In fact the residents went as far as to take photos of surveyors for proof and stuff.

It was in the Dropbox folder Leon shared with us

As Leon and Hafiz explained, the residents have tried to be polite and constructive, but due to the disappointing response from DBKL, they decided to take the City Hall to court. In order to do that, they needed to have something called a legal standing, which means they needed a legitimate reason for taking legal action.

Fortunately, the group strategically decided that the best chance for legal standing came in the form of 5 condos that are closest in proximity to the development – the people most affected by the new condo. Leon and the others spoke to the condo managements, who then convened their own AGMs. All of them were unanimously unhappy with the development and agreed to participate. However, to pay for lawyer fees and such, of course they needed to raise funds. So, they hired Alliff Benjamin Suhaimi from Thomas Philip.

“We went around the community and asked quietly who wanted to donate. We spoke to people who were a bit affluent first and the issue resonates with them, so they contributed. We got a base fund together, a few tens of thousands. We had to set up a fund first, to show the people living in the condo, let’s work together, you know, we’re not at zero.” – Leon
[P/S: The reason why they raised funds quietly was because there are quite a few people in TTDI who are ‘a bit up there’, who can’t be seen to be antagonistic towards the Government, but they still wanted to save the park.]

TTDI residents pledging their support to the protest. Image from The Star

All they had to do was set up a cash box during townhall meetings and the donations poured in. In the end, whatever their financial background, the residents of TTDI really stood united and gave whatever they were able to.
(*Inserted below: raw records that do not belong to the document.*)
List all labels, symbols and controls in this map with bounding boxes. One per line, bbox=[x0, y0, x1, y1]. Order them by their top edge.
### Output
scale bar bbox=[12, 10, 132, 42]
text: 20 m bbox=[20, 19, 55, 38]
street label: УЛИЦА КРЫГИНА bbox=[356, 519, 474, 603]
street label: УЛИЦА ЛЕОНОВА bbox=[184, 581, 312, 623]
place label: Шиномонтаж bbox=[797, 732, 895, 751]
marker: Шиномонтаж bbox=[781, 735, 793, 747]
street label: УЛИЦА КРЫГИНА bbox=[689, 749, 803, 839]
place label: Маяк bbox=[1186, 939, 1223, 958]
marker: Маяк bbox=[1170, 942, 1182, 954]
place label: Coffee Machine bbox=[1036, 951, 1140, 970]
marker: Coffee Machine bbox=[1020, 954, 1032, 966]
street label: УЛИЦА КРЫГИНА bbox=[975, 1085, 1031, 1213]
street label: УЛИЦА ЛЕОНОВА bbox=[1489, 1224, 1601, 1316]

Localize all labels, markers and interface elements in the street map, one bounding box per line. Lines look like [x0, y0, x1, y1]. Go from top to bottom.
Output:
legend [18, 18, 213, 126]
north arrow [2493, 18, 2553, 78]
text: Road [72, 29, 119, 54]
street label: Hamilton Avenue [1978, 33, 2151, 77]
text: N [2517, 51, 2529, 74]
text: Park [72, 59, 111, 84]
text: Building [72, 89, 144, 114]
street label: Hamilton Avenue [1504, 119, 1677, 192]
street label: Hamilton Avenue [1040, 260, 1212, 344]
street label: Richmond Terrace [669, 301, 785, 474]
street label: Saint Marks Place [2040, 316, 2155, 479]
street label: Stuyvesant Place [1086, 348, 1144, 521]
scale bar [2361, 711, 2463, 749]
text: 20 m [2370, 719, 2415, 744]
Because Taman Rimba really means something to them
Amazingly (or perhaps not so amazingly), Hafiz and Leon have not encountered anyone who is against their cause, everyone has been supportive. But why? We asked Hafiz and Leon what the park means to them.

If you remember in our previous article we mentioned that DBKL wanted to turn Bukit Kiara into a botanical garden, but they aborted the project. The park became the base where they planted larger trees to relocate around the botanical gardens afterwards.

“The choice of trees was deliberate, there are lots of fruit trees which attracted lots of birds. The bird life in the park amazing. You can find hornbills there. Where in KL could you find hornbills?! Biodiversity shows how rich this place is. We don’t have many of these places left in KL, so if we don’t protect, we will have nothing left.” – Leon

“All of us in KL are not always fortunate enough to have houses with large compounds and gardens. So a park is very precious to us. We have a place here where we can do our brisk walks, our kids can play football. People have come together and started to get to know each other. We want it to be as livable as possible.” – Hafiz
The entire process has gotten them closer to their neighbours

TTDI residents protesting in June 2016.  Image from The Star

As far as Hafiz can remember, the RA has never had a protest of this scale before, but they are quite determined to protect the park. “It cost DBKL RM30 million to create the public park ages ago in the first place. If they can do this to a public park, they might even take a school padang and build a condo there, who’s to say,” he added.

The issue has stirred up something in each of the TTDI residents’ hearts and many have eagerly contributed of their time, money and resources where they can. It has also showcased how mature, independent and constructive their RA can be. When an Opposition politician offered help, they politely turned it down, saying this is something they have to do on their own!

“It angers us when DBKL said we have been influenced by the Opposition. We can think for ourselves, we have not engaged any politician from any side. It’s not a political agenda, it’s a community agenda.” – Hafiz

More than that, the issue has gotten them closer to their neighbours. The RA has seen a significant increase in signups. People just bring the forms and become members. Last year alone they received 70 new members, which is so much more than the regular number, Hafiz explained. And if TTDI residents can do it, it gives hope to other RAs everywhere.